EXERCISE PROMPT: Quote exactly the lines from the start of the entries to the one with "for (const [text, x, y, turn", both ends included.

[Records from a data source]
##############################

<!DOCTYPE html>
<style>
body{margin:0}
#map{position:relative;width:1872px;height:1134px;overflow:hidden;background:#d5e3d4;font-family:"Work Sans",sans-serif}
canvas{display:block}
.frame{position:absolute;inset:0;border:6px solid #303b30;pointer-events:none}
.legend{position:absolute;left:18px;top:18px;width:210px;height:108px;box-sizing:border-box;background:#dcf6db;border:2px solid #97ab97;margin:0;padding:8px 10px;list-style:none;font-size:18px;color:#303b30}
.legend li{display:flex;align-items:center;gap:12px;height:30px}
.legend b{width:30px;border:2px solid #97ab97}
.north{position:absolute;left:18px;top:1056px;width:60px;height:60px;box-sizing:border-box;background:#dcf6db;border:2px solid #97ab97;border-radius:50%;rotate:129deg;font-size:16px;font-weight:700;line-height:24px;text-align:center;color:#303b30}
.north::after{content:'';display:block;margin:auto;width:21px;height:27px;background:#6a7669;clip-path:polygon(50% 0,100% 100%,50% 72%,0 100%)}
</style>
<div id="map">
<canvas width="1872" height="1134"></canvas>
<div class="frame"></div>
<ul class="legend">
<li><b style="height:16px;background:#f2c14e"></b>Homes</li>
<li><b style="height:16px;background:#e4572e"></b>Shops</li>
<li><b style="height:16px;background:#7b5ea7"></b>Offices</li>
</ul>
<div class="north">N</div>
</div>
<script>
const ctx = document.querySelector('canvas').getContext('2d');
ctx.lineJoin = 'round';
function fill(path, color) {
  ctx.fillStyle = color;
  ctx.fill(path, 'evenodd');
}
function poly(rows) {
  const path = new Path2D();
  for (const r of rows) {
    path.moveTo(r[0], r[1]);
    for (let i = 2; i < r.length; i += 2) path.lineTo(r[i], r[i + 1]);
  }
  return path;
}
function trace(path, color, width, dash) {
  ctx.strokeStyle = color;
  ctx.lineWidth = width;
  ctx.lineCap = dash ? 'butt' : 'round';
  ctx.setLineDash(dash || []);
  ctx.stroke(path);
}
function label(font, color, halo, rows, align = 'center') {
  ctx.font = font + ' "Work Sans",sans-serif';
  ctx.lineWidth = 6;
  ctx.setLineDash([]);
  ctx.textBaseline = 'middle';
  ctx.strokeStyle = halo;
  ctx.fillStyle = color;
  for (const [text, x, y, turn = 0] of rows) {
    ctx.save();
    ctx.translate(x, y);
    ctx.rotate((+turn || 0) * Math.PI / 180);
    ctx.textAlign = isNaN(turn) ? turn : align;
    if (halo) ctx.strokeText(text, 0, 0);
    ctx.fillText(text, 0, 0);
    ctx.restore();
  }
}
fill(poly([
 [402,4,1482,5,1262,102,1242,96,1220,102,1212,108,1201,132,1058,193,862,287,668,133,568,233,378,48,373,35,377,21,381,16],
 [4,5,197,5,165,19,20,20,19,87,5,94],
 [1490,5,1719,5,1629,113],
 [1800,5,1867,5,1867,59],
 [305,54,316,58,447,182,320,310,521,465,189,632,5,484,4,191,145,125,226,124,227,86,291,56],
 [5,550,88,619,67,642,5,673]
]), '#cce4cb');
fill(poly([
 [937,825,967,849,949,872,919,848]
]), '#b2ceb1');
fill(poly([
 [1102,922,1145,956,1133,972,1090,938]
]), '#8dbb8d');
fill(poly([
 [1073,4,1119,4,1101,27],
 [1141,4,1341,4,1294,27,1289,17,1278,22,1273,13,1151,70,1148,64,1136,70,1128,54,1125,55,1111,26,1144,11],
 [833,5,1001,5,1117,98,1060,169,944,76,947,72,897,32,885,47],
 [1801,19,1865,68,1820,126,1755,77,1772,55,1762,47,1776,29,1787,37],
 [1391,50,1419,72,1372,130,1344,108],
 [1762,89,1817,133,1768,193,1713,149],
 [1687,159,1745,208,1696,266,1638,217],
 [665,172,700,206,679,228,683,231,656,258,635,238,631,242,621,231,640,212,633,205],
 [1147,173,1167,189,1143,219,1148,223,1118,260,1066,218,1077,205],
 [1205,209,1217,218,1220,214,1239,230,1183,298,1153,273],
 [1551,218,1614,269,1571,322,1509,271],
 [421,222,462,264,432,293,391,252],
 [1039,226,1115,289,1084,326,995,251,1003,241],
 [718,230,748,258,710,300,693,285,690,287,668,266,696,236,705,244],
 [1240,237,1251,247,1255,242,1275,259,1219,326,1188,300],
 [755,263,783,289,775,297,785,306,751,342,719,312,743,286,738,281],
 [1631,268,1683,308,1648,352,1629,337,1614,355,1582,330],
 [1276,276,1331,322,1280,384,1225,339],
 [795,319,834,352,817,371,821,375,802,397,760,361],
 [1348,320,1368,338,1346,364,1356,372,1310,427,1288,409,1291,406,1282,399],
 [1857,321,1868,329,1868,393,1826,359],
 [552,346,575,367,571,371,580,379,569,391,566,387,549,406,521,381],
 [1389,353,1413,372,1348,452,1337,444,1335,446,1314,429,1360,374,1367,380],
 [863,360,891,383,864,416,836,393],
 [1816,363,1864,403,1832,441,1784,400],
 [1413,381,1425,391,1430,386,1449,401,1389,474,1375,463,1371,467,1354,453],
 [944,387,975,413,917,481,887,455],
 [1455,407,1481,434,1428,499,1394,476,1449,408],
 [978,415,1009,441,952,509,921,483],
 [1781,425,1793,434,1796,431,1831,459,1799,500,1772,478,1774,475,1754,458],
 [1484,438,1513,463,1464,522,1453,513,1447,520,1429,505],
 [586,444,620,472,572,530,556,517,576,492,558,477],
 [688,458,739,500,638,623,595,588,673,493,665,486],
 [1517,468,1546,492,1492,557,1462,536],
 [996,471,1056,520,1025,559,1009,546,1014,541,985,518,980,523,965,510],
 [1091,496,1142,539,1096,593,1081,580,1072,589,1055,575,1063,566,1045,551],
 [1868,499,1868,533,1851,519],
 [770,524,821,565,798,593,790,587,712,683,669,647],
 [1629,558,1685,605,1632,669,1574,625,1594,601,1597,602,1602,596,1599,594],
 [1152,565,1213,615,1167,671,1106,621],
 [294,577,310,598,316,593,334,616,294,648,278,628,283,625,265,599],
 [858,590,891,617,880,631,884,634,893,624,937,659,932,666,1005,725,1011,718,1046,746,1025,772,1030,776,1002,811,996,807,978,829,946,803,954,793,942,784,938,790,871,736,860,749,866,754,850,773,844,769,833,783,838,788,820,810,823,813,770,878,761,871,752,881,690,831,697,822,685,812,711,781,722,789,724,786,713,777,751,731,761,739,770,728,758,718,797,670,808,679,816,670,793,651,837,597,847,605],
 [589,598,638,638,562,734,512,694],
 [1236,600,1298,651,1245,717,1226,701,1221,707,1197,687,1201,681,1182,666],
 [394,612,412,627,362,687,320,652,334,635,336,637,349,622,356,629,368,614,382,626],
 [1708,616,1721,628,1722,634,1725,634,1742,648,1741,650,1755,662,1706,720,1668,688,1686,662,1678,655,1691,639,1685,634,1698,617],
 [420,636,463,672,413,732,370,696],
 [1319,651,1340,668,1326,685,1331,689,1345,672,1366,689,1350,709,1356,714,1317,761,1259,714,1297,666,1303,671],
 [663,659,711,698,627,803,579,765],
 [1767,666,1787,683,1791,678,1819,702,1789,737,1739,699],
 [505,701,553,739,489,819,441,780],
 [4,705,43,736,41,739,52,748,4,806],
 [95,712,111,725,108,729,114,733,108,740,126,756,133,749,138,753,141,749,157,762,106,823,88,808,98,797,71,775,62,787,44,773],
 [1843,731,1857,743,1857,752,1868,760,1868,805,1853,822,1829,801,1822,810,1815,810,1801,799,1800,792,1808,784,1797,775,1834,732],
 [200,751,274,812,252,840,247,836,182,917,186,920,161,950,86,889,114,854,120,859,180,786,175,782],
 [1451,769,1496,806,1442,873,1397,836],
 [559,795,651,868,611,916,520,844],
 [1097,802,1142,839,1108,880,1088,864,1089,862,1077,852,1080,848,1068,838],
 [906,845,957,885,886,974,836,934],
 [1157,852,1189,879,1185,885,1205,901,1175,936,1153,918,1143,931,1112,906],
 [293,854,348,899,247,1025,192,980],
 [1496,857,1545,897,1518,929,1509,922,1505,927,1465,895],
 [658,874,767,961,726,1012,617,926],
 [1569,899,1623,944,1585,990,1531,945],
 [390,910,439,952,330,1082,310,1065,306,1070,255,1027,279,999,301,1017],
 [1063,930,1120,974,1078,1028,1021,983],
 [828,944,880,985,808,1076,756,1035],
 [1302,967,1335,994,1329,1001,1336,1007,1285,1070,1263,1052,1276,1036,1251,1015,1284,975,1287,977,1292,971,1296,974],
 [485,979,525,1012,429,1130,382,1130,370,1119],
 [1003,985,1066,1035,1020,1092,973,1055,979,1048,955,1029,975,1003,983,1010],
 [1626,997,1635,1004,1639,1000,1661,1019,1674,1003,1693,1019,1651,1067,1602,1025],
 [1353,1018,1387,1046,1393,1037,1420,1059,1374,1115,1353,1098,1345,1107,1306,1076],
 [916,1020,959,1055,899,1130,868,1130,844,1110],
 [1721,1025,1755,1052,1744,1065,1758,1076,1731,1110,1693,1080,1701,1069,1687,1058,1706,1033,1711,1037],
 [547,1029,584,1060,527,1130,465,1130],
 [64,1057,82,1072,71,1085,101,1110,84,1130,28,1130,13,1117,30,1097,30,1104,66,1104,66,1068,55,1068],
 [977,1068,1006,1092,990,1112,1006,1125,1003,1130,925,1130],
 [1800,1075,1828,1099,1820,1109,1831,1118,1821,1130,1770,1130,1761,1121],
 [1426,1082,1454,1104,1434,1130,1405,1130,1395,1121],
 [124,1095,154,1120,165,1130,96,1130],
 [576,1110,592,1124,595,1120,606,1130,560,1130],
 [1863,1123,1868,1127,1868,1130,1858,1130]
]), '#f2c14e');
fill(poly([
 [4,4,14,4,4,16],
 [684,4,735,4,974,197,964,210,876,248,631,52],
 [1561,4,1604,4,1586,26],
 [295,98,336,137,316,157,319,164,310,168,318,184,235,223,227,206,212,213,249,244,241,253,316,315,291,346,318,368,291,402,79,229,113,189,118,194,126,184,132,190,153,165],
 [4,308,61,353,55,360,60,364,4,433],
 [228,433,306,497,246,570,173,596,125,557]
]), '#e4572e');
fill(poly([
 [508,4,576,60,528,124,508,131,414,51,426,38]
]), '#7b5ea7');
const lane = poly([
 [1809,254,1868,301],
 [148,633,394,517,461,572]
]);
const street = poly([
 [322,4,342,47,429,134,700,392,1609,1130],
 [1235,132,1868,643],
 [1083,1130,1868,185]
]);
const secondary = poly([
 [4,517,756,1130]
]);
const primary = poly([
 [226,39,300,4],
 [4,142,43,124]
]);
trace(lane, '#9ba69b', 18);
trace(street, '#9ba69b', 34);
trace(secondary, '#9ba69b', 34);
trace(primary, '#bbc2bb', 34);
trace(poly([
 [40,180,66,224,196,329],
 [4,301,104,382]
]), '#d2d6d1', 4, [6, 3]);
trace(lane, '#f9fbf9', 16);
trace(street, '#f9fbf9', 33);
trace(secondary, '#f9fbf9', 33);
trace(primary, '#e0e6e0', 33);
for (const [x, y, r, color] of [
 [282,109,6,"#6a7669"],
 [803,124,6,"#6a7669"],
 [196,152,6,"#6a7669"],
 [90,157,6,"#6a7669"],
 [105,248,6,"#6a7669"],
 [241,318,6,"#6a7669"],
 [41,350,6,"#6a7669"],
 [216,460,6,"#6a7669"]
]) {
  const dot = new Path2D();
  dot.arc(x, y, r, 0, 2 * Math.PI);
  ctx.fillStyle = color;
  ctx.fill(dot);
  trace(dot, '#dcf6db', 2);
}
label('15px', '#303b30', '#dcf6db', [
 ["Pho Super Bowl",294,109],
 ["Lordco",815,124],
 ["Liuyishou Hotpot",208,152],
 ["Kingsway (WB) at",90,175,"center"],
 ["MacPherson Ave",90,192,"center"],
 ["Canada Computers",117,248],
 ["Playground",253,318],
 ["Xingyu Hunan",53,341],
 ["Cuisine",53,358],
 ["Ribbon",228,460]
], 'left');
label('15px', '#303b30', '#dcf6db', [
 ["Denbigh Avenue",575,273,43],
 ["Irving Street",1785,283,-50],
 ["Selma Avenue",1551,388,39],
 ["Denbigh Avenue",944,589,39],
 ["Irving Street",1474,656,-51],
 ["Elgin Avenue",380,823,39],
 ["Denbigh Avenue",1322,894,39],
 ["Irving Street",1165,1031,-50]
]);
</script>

##############################

COMPLETED TASK:
<!DOCTYPE html>
<style>
body{margin:0}
#map{position:relative;width:1872px;height:1134px;overflow:hidden;background:#d5e3d4;font-family:"Work Sans",sans-serif}
canvas{display:block}
.frame{position:absolute;inset:0;border:6px solid #303b30;pointer-events:none}
.legend{position:absolute;left:18px;top:18px;width:210px;height:108px;box-sizing:border-box;background:#dcf6db;border:2px solid #97ab97;margin:0;padding:8px 10px;list-style:none;font-size:18px;color:#303b30}
.legend li{display:flex;align-items:center;gap:12px;height:30px}
.legend b{width:30px;border:2px solid #97ab97}
.north{position:absolute;left:18px;top:1056px;width:60px;height:60px;box-sizing:border-box;background:#dcf6db;border:2px solid #97ab97;border-radius:50%;rotate:129deg;font-size:16px;font-weight:700;line-height:24px;text-align:center;color:#303b30}
.north::after{content:'';display:block;margin:auto;width:21px;height:27px;background:#6a7669;clip-path:polygon(50% 0,100% 100%,50% 72%,0 100%)}
</style>
<div id="map">
<canvas width="1872" height="1134"></canvas>
<div class="frame"></div>
<ul class="legend">
<li><b style="height:16px;background:#f2c14e"></b>Homes</li>
<li><b style="height:16px;background:#e4572e"></b>Shops</li>
<li><b style="height:16px;background:#7b5ea7"></b>Offices</li>
</ul>
<div class="north">N</div>
</div>
<script>
const ctx = document.querySelector('canvas').getContext('2d');
ctx.lineJoin = 'round';
function fill(path, color) {
  ctx.fillStyle = color;
  ctx.fill(path, 'evenodd');
}
function poly(rows) {
  const path = new Path2D();
  for (const r of rows) {
    path.moveTo(r[0], r[1]);
    for (let i = 2; i < r.length; i += 2) path.lineTo(r[i], r[i + 1]);
  }
  return path;
}
function trace(path, color, width, dash) {
  ctx.strokeStyle = color;
  ctx.lineWidth = width;
  ctx.lineCap = dash ? 'butt' : 'round';
  ctx.setLineDash(dash || []);
  ctx.stroke(path);
}
function label(font, color, halo, rows, align = 'center') {
  ctx.font = font + ' "Work Sans",sans-serif';
  ctx.lineWidth = 6;
  ctx.setLineDash([]);
  ctx.textBaseline = 'middle';
  ctx.strokeStyle = halo;
  ctx.fillStyle = color;
  for (const [text, x, y, turn = 0] of rows) {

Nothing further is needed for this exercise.